A typical tell-all confessional from the perspective of the child dealing with a parent's puerh hobby. You might need to skip past the whiny chapters on the author's therapy experience and 12-Step co-dependency groups. The book contains a surprisingly sensitive distinction between puerh collecting and actual hoarding, but also some rather alarming advice on selling beengs without mother noticing they are gone. I stopped drinking for one day after finishing this.

A software application does not really qualify as a book, but nobody really reads anymore and this app is so timely. The features are simply amazing. The app is a browser .EXT that reverts Yunnan Sourcing back to its classic design, so you don't need to bother with the new catalog format!

I like the Doom Cart feature. All I do is type in the cake I want and the app finds it with the current price and adds it to the Doom Cart with an ongoing price tally, and any applicable buyer points.
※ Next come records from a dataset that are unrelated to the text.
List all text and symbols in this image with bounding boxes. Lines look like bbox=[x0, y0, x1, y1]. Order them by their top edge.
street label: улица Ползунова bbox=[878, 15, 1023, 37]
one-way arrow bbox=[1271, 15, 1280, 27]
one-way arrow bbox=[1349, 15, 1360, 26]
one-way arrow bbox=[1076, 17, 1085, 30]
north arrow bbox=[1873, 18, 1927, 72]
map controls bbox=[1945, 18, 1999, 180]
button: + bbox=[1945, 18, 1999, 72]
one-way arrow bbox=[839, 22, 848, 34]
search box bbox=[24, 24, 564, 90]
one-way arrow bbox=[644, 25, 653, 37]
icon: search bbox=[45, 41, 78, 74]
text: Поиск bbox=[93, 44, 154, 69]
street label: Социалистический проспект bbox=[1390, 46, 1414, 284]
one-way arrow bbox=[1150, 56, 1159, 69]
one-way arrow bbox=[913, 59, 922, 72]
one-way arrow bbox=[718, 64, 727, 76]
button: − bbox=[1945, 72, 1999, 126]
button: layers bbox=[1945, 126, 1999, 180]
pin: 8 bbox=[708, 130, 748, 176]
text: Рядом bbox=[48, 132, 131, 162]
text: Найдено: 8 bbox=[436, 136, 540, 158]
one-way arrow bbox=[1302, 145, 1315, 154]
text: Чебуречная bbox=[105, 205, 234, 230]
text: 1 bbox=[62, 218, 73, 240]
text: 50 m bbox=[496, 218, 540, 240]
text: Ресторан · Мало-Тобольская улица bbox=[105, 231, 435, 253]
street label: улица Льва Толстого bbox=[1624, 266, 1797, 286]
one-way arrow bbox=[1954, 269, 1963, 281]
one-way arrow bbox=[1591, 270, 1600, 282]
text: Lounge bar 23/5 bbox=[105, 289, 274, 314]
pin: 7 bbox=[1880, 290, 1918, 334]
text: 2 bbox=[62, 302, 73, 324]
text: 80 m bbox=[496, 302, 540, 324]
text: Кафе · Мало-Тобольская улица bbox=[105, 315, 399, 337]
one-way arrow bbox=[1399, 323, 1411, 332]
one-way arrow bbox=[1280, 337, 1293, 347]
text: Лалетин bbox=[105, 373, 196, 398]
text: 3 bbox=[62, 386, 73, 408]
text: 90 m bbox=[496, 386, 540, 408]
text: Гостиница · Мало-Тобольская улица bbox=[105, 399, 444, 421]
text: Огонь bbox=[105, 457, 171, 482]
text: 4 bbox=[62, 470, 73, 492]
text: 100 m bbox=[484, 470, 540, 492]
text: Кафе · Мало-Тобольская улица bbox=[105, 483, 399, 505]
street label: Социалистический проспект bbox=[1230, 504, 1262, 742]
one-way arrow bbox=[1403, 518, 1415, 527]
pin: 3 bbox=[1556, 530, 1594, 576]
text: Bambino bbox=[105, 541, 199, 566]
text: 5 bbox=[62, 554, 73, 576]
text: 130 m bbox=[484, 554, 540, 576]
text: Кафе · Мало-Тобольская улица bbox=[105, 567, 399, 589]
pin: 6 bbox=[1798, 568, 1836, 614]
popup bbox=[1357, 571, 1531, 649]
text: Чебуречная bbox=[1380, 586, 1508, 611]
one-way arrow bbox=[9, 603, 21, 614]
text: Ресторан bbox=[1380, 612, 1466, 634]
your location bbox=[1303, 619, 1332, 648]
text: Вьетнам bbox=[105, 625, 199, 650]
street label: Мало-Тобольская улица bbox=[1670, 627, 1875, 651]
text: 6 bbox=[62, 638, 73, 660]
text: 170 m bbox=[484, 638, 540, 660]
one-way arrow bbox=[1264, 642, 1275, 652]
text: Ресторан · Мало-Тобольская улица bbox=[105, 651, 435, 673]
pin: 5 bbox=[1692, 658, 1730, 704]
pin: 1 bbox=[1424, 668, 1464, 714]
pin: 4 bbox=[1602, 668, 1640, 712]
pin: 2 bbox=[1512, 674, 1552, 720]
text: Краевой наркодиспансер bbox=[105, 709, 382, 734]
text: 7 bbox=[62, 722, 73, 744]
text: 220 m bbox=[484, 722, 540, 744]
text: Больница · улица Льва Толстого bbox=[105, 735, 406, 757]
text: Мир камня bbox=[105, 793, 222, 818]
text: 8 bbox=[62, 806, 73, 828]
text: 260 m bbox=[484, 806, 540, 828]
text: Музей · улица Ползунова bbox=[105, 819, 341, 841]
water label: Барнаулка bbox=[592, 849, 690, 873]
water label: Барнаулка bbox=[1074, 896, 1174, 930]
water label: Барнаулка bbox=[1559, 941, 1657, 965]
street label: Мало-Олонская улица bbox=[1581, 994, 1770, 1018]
Whenever I load my browser, my Cart automatically updates with price increases or discounts.

To your desktop you can add on optional credit card interest calculators, savings planners and current vouchers. I haven't tried the new Bitcoin wallet bots yet, these might out-date themselves rather quickly but they are a cool idea for earning free money to buy tea. This fully automated language translation app works with Chrome, Firefox, Safari, Internet Explorer, GSA, FxiOS, Maxthon, CriOS, Mobile and SamsungBrowser.

Finding good tea books to review is a daunting task, and I hope you enjoyed this year's review because I might not have another for next year.